Please transcribe exactly, and only, the lines of the data below between the line holding "font-size:20px; font-style:normal; color:var(--muted)" and the line holding "flex:none; width:33px; height:33px;", inclusive.
──────
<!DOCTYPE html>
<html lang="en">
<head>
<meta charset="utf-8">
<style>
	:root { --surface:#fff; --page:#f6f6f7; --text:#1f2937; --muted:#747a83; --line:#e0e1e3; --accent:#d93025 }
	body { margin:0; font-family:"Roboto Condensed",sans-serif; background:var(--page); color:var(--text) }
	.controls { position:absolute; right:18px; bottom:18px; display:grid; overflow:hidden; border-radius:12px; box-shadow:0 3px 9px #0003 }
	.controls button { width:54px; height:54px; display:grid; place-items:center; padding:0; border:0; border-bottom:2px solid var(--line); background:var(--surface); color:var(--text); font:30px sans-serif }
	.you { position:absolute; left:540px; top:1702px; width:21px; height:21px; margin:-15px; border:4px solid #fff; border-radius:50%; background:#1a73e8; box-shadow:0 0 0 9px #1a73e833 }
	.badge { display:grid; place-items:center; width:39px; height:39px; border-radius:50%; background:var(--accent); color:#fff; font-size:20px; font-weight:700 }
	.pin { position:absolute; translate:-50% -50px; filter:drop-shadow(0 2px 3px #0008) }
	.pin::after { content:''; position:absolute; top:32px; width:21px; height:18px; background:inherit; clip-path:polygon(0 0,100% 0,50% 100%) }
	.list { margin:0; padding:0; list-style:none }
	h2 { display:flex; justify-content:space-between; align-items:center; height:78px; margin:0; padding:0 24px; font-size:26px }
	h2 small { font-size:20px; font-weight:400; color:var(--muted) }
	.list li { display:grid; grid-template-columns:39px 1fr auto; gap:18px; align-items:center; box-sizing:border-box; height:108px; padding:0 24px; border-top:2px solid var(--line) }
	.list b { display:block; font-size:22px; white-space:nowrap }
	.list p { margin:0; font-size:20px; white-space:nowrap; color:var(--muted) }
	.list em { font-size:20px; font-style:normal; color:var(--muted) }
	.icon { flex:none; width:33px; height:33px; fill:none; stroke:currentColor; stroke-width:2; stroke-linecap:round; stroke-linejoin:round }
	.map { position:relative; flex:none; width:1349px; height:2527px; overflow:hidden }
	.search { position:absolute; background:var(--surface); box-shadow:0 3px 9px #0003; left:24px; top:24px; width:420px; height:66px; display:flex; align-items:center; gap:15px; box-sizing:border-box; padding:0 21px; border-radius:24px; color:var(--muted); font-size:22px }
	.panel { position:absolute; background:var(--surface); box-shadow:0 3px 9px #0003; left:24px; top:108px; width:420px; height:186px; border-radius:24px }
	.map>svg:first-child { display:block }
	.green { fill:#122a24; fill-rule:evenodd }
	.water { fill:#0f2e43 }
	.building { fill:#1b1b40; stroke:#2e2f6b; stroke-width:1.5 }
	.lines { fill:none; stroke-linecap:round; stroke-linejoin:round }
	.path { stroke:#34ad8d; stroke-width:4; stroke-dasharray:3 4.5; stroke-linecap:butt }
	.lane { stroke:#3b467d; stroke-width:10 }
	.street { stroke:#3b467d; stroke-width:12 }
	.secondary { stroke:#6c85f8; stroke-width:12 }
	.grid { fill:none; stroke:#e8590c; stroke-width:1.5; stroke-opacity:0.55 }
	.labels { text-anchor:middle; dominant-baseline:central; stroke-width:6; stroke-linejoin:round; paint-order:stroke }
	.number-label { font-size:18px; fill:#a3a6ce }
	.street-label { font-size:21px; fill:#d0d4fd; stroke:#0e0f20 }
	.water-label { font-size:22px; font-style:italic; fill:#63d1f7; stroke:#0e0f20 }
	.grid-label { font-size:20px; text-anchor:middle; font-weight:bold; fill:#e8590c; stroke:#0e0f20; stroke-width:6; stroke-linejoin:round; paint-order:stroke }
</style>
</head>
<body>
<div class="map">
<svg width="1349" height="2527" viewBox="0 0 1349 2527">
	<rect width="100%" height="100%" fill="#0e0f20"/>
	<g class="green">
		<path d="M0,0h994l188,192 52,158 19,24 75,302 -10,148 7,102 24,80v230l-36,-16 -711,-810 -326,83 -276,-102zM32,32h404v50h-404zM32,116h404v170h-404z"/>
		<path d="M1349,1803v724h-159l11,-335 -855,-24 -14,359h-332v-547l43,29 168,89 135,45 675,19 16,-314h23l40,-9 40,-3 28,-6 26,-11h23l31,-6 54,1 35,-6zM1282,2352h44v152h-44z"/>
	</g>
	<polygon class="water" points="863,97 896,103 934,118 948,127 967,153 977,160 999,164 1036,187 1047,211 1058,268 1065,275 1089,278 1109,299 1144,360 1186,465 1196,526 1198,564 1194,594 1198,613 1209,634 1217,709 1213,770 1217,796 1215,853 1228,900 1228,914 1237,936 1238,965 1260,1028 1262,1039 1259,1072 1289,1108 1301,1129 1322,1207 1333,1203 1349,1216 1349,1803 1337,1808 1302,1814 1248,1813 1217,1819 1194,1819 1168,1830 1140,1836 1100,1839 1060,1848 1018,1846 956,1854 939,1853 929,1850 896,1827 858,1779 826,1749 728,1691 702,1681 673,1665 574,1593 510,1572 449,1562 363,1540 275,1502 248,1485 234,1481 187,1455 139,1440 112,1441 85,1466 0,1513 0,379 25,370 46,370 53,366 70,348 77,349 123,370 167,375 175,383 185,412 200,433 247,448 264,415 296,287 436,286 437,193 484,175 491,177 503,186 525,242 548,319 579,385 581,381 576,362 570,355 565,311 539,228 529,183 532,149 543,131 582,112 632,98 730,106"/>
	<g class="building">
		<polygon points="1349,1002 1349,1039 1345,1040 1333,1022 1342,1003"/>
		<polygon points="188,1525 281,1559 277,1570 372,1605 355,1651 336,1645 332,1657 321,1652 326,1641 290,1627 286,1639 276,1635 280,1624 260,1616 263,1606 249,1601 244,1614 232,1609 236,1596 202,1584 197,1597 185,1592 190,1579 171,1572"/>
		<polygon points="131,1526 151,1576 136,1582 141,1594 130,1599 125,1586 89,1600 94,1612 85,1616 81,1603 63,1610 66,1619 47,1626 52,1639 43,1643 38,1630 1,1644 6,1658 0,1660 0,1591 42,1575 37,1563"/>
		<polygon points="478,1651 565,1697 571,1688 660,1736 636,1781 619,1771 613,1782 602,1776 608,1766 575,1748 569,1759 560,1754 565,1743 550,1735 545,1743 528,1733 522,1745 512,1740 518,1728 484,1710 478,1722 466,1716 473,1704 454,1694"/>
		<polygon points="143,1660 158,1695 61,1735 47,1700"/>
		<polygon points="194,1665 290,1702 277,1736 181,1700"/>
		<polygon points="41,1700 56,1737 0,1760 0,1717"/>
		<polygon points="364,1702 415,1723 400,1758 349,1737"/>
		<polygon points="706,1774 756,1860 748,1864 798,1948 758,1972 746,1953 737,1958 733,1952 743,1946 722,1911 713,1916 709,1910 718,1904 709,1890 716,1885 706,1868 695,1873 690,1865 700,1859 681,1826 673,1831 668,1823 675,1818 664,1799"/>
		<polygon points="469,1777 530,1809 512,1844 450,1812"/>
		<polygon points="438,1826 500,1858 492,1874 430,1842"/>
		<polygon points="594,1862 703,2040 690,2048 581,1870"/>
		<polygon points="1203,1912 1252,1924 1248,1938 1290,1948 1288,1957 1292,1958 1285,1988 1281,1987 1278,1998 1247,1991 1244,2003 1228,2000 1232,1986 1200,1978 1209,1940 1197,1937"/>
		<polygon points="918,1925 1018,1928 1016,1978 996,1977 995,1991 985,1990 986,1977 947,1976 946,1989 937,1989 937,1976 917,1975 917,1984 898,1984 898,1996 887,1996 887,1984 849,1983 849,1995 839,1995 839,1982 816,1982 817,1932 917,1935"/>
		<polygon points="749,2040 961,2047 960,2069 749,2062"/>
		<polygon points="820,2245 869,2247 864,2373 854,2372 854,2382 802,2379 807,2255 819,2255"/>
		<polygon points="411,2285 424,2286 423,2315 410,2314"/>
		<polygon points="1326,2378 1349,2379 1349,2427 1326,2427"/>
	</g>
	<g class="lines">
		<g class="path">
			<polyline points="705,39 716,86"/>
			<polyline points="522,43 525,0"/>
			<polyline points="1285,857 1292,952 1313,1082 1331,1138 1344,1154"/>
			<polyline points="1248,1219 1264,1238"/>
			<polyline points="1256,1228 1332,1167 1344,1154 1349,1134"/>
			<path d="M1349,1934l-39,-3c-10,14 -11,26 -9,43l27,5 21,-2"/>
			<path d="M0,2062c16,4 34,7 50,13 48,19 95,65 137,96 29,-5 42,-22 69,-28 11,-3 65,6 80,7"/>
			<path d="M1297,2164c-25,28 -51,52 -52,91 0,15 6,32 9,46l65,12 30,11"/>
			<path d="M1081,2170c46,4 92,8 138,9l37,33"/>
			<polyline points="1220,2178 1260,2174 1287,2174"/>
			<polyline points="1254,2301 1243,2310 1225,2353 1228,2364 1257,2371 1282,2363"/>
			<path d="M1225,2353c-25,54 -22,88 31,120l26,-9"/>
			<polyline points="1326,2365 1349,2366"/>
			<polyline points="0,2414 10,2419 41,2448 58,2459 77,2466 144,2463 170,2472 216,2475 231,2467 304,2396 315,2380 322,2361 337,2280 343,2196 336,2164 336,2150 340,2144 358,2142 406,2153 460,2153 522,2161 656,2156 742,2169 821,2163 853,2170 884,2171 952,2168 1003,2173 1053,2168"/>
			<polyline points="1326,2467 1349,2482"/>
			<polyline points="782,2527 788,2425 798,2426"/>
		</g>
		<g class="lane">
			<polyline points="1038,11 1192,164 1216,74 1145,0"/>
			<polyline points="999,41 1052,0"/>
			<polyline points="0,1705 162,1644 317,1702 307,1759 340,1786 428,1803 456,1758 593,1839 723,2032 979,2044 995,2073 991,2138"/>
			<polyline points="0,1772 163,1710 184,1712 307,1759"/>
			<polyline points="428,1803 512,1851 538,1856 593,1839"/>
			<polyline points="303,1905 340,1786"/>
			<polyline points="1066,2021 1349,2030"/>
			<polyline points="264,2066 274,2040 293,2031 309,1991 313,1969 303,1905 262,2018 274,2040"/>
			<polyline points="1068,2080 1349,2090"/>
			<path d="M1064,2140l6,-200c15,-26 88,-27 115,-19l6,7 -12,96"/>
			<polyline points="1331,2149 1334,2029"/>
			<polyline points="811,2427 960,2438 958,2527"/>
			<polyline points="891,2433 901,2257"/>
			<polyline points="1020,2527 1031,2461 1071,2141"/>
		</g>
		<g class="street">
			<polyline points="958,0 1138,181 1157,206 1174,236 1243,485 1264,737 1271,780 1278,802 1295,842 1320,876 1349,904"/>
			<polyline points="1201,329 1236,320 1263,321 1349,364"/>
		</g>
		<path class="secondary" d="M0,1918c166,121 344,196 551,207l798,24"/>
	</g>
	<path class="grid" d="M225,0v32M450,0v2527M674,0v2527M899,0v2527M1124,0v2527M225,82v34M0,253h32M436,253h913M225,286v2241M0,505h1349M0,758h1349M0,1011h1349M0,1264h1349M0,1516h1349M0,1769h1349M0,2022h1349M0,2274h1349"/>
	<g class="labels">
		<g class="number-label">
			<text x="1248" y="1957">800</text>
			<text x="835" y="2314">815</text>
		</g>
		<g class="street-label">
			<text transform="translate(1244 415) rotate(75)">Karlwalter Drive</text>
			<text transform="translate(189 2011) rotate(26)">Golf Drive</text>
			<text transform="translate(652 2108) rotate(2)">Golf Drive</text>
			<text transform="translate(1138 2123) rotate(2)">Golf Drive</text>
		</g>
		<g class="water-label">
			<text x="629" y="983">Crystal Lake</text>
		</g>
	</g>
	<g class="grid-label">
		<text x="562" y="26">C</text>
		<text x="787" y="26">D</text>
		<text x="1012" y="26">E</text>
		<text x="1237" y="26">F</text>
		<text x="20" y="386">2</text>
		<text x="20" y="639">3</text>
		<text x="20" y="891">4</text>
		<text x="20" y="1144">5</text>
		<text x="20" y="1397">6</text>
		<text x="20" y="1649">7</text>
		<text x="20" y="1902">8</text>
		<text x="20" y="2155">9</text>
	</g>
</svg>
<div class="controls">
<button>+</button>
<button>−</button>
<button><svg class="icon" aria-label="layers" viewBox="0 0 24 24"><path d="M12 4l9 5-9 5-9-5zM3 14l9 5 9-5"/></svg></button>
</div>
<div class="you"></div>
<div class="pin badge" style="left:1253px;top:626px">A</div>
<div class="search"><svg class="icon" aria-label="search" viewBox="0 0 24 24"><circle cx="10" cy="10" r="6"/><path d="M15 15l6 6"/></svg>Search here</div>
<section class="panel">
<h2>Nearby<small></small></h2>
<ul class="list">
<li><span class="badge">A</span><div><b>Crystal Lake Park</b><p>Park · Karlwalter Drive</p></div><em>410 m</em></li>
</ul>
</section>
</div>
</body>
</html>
──────
Output for this task:
	.list em { font-size:20px; font-style:normal; color:var(--muted) }
	.icon { flex:none; width:33px; height:33px; fill:none; stroke:currentColor; stroke-width:2; stroke-linecap:round; stroke-linejoin:round }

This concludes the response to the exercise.